Max HTML URLs per Second - Limit the speed of the crawler by capping the number of HTML URLs crawled per second. Lower speeds limit the number of concurrent connections, which helps prevent server slowdown for website users.
Note that this limit acts as a maximum, but it does not mean that Sitebulb will always meet the limit, since other factors like TTFB, Instances of Chrome and Render Timeout can impact crawl speed.
To learn more about crawl speed and how to control it with Sitebulb settings, read our dedicated documentation on How to control crawl speed.
To learn more about crawling fast, we suggest you read our documentation How to Crawl Really Fast. Alternatively, to examine the benefits of a more measured approach, then check out these articles, 'How to Crawl Responsibly' and 'How to control URLs/second for chrome crawler.'
Crawled URL limits
There are two ways to limit the crawler so that it crawls and audits less (or more) URLs:
Maximum URLs to Audit - The total number of URLs Sitebulb will crawl. Once it hits this limit, Sitebulb will stop crawling and generate the reports. The maximum URLs you are able to crawl per Audit depends on your Sitebulb plan.
You may choose to reduce this limit in order to produce a sample audit.
Maximum Crawl Depth - The maximum number of page levels Sitebulb will crawl in your site hierarchy (where the homepage is level 0, and all URL links followed from the homepage are 1 level deep, and so on). This is useful if you have extremely deep pagination that keeps spawning new pages.
Optional Crawler Settings
Finally, you have the option to enable a number of crawler settings that change how Sitebulb behaves in particular instances. These settings are disabled by default, and should only be enabled if necessary.
Enable Cookies - checking this option will save cookies throughout the crawl, which is necessary for crawling some websites. The default value of ‘No’ is suitable for most websites.

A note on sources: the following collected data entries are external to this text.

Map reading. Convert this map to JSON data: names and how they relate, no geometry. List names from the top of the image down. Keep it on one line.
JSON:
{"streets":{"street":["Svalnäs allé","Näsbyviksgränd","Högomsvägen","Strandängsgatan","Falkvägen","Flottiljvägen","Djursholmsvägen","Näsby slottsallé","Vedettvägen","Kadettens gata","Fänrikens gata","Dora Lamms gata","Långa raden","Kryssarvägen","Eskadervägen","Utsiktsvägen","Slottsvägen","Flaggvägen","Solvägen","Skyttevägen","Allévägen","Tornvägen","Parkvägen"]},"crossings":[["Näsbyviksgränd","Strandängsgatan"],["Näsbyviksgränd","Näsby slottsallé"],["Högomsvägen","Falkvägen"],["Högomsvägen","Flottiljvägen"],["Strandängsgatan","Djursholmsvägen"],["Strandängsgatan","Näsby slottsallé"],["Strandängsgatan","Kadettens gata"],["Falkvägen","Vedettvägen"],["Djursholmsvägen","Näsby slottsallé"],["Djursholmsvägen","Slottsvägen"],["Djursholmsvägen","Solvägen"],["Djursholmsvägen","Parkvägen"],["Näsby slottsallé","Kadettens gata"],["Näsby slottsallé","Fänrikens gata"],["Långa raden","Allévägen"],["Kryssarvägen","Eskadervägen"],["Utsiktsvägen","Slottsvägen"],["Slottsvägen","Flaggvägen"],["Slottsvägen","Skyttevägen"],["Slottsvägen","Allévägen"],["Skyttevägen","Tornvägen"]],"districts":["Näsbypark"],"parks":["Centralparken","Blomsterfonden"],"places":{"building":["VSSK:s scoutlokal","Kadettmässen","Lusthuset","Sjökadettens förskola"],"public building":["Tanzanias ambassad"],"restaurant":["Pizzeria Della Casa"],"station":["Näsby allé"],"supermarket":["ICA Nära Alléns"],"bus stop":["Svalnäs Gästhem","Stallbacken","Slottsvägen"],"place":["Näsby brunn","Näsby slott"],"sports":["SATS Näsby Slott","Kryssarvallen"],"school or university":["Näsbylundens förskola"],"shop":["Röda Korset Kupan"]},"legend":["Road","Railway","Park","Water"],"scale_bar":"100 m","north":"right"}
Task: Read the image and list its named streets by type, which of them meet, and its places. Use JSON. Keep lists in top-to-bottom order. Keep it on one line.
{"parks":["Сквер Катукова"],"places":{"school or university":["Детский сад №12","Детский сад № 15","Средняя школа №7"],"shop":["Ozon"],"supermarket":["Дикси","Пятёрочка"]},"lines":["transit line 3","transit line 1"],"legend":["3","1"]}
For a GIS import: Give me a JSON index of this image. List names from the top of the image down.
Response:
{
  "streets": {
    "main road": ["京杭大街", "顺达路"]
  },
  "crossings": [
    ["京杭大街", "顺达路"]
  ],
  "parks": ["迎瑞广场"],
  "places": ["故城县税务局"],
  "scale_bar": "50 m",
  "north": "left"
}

Analyse 4XX URLs - By default, Sitebulb does not analyze the HTML of pages that return 4XX HTTP status codes. When this option is enabled, Sitebulb will not treat 4XX pages as errors, and analyze the HTML anyway.
Parse Tables - By default, Sitebulb does not crawl HTML tables, since the data in tables is often not relevant from a technical SEO perspective, and parsing large tables will slow the crawler down. Only enable this setting if necessary.
Advanced Chrome Crawler Settings
These settings control how and when the Chrome crawler renders the HTML. Most websites will render correctly with default settings, but having control over these can be useful when diagnosing rendering issues, or if Sitebulb isn't rendering the expected content.
Considered Load Event - Sets the event that Sitebulb will use to determine that the page has finished loading. ‘Wait for the Load event’ is the recommended setting, as this fires when the whole page has loaded, including all dependent resources (stylesheets, fonts, images).
Navigation Timeout - Sets a time frame for how long Sitebulb will wait for the Load Event to fire. Once this time has lapsed, Sitebulb will abort the request and will display ‘Timed Out’ as the HTTP Status in the audit results.
Disabling the feature can help diagnose rendering issues, but it is not recommended for standard setups.Enable Infinite Scroll - When enabled, Sitebulb will scroll down the page 10,000 pixels, which will load in lazy-loaded images and content.
Flatten Shadow Dom - When enabled, the crawler can only see the content that is visible in the rendered HTML.
Flatten Iframes - Enabled by default to mimic Googlebot’s behavior - iframes are fitted into a div element in the rendered HTML of the parent page.
Incognito (Session Isolation) - Enable this setting to crawl in Incognito - this will isolate each session and avoid ‘cross-tab tracking’
Enable Service Workers - This setting is relevant specifically to websites that render content via service workers. Only enable if this is relevant or when diagnosing rendering issues.